The names Pierre Bergé and Yves Saint Laurent have been, for the most part, synonymous throughout the past half-century. They were responsible for establishing a fashion house that has become nothing short of legendary. Even before their felicitous meeting, as a young man Bergé had met poet Jean Cocteau and had been a huge supporter of his companion, artist Bernard Buffet’s, work. His commitment to the arts could not have been more brilliant than the talent and innovation he encouraged in Yves Saint Laurent.
1958 was the year that brought them together over a dinner at Cloche d’Or in the young designer’s honor. Less than 3 years after Saint Laurent’s tumultuous departure from Christian Dior, together they launched Yves Saint Laurent Haute Couture. The youthful couturier made the cover of the March issue of Paris Match magazine that year with his beloved model, Victoire Doutreleau, posed in a wedding dress. It has been said that, though Saint Laurent’s relationship with his model was platonic, he had once mentioned a desire to marry her.

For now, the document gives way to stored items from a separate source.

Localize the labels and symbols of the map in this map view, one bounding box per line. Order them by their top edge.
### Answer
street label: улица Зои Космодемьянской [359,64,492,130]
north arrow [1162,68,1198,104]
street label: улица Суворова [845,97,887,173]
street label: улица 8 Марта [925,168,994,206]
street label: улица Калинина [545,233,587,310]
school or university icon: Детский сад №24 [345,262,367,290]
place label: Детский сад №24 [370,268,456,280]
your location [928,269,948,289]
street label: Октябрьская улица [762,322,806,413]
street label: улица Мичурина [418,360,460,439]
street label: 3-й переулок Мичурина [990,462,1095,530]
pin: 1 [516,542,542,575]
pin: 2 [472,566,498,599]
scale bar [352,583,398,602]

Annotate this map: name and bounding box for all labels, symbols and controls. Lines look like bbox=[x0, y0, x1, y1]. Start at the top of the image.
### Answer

Bergé expanded the fashion line with focused determination beyond couture to include prêt-à-porter. This was a confident and bold move for the industry. The label met it’s zenith, and Saint Laurent’s designs continued to command of the runway. Bergé pivoted in creative strides to maintain the business end of the fashion house.

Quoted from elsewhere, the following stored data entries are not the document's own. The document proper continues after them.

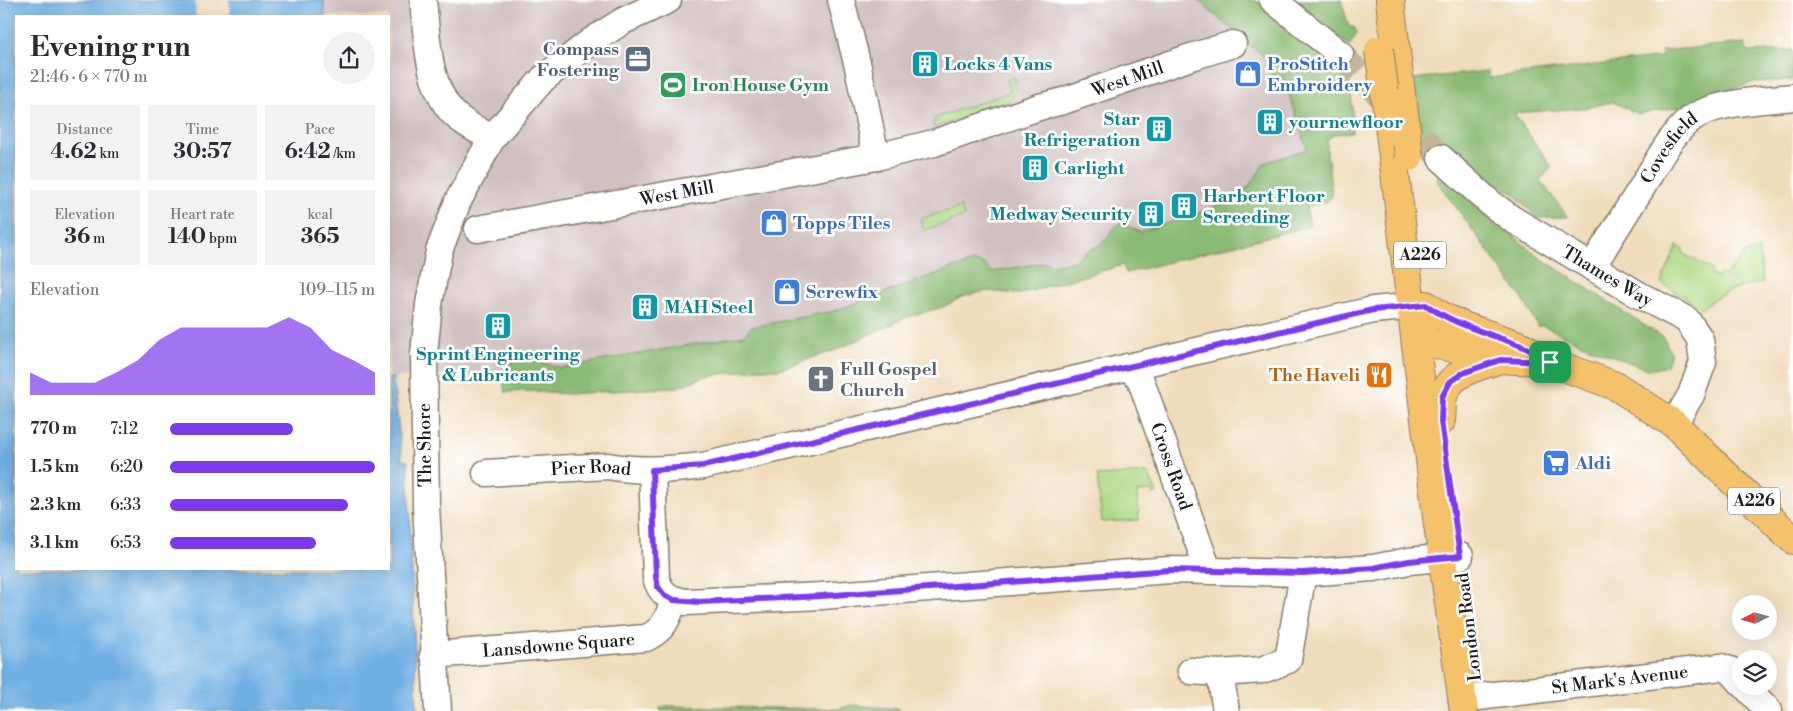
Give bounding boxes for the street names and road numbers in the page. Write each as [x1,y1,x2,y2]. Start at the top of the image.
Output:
street label: West Mill [1087,56,1167,102]
street label: Covesfield [1635,106,1703,188]
street label: West Mill [637,175,716,211]
street label: Thames Way [1558,240,1657,312]
road number: A226 [1394,242,1446,268]
street label: The Shore [413,403,437,487]
street label: Cross Road [1145,419,1198,514]
street label: Pier Road [550,454,633,481]
road number: A226 [1728,488,1780,514]
street label: London Road [1451,571,1487,683]
street label: Lansdowne Square [481,627,636,663]
street label: St Mark's Avenue [1550,660,1689,699]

The couple went on to purchase a home in Marrakesh, Morocco where Saint Laurent gathered much inspiration. Marakkesh became a muse itself and was frequented by artists and other muses such as Loulou de La Falaise, Fernando Sanchez, Betty Catroux, Andy Warhol, Paul and Talitha Getty, and others. Bergè told Paris Match in an interview in 2017 that, “It is in Morocco that Yves discovered color and orientalism.” Today the grounds are the sight of a second museum that will house thousands of articles of clothing and haute couture accessories, all carefully selected by Pierre Bergé.
It is not until 1976, eighteen years after their meeting, that Bergé would depart their shared Paris residence on rue de Babylone for a nearby abode all his own. He could not free Saint Laurent from his plunge into drug and alcohol consumption. It was a bourgeois existence at times, with rumors of infidelities between them, including one said to involve one of Saint Laurent’s first models and muses, Victoire Doutreleau, and Bergé.

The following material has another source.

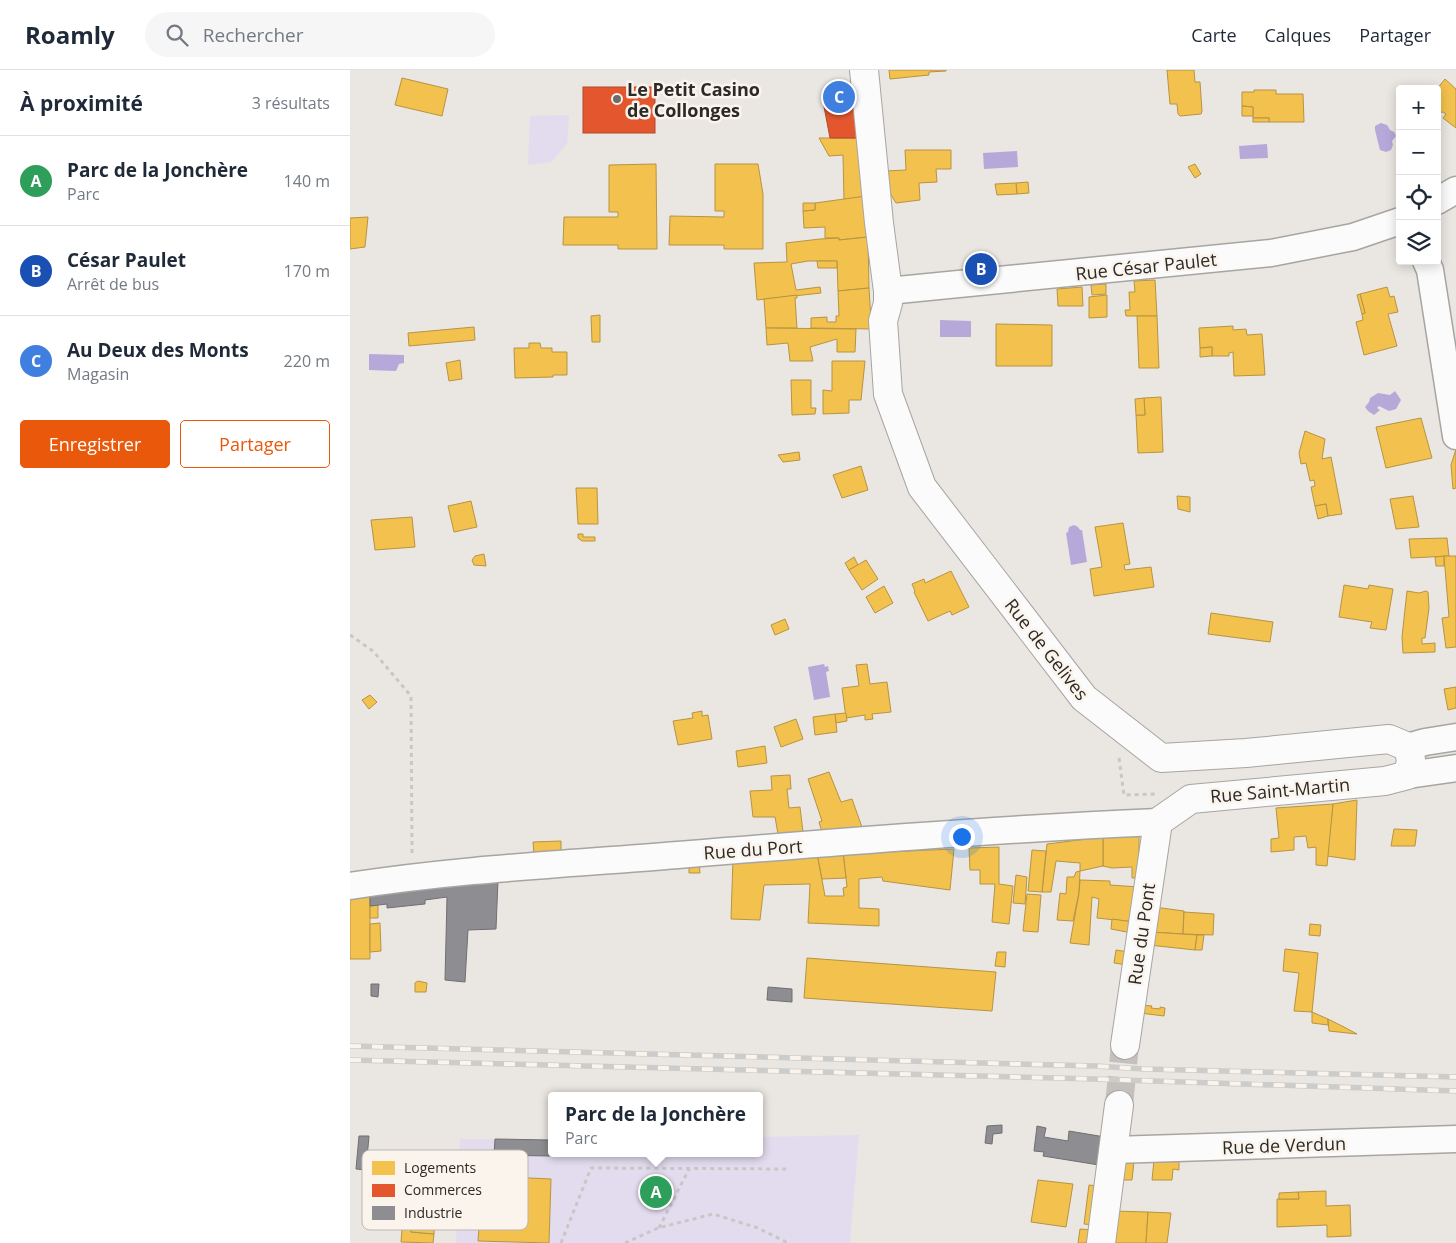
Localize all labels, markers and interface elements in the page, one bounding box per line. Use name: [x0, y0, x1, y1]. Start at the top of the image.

Yet nothing would ever shatter their pact. Perhaps a difference in lifestyle is to blame, yet their commitment to the house of YSL never waned. After the loss of Yves Saint Laurent to a brain tumor in 2008, at age 71, Bergé decided to auction off their collection of art. Christie’s handled the sale of the Collection of Yves Saint Laurent and Pierre Bergé in the historical Grand Palais. The auction yielded a total sum of €373,935,500, and was referred to as the, “sale of the century.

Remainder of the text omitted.